The numbers underscore the difficulties that Uber and companies of its ilk face when trying to build and expand globally.
As Uber has opened operations in numerous cities around the world, it has needed to spend to recruit drivers, to market its service and to take on regulators and established taxi companies. The company has also paid for driver and rider incentives in the form of subsidies.
As a result, Uber has been on a fundraising streak. The company, valued at more than US$62 billion by investors, has been raising billions of dollars every few months.
US$62b Uber's value.
US$960m Net revenue in Q1.
US$1.1b Net revenue in Q2.
US$1.2b Losses in the first half of this year.
US$750m Losses accrued in Q2 alone.
In June, the company garnered US$3.5 billion from Saudi Arabia's Public Investment Fund, one of the single largest investments ever in a private technology company.

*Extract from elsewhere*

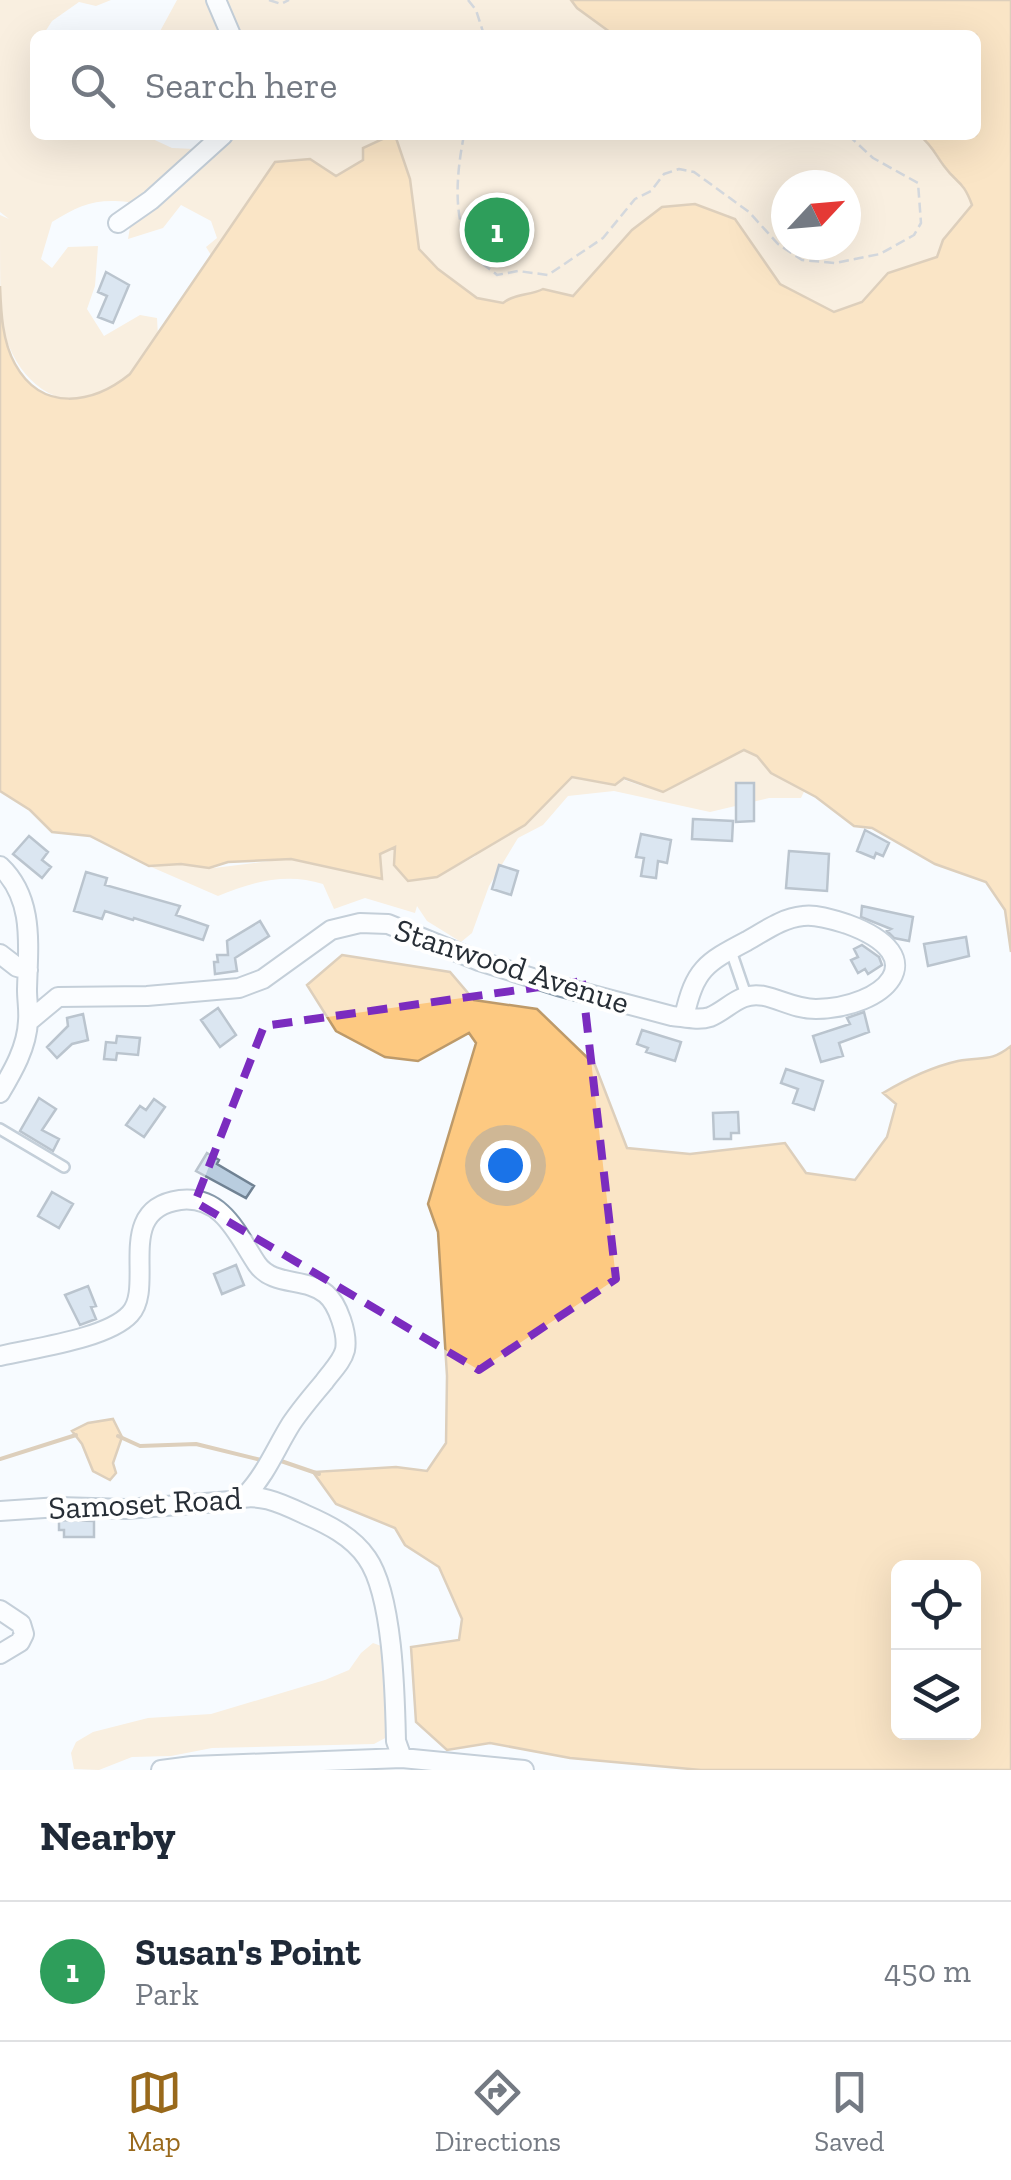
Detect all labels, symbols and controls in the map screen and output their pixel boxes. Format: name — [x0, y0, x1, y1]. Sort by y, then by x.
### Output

Much of Uber's heavy losses in the first half of the year were attributed to the company paying subsidies to attract riders and drivers, especially in China, according to two people with knowledge of the matter.
Uber spent the last two years fighting a war in China against Didi Chuxing, the incumbent ride-hailing giant in the country.
Both companies spent billions of dollars subsidising rides in the race to gain market share, said the sources, a practice that could not be sustained in the long run.
That spending came to an end earlier this month, when Uber agreed to sell its subsidiary, Uber China, to Didi. Didi also agreed to invest US$1 billion in Uber Global.
The deal curtails Uber's biggest cash drain over the coming quarter, according to the person briefed on the company's finances.
Still, Uber will continue spending elsewhere. The San Francisco-based company has stated publicly that it is willing to spend to fight competition in some of its most advanced markets, like the United States, where it is battling its rival Lyft.
But there are some bright spots in Uber's financials. The company posted significant revenue growth in the second quarter of this year, the source said, including a 31 per cent jump to more than US$5 billion in second-quarter bookings, a method of accounting that includes the money paid out to Uber drivers.
Net revenue - the amount Uber gets after paying out commissions to drivers - was roughly US$960 million in the first quarter, before jumping to US$1.1 billion in the second quarter.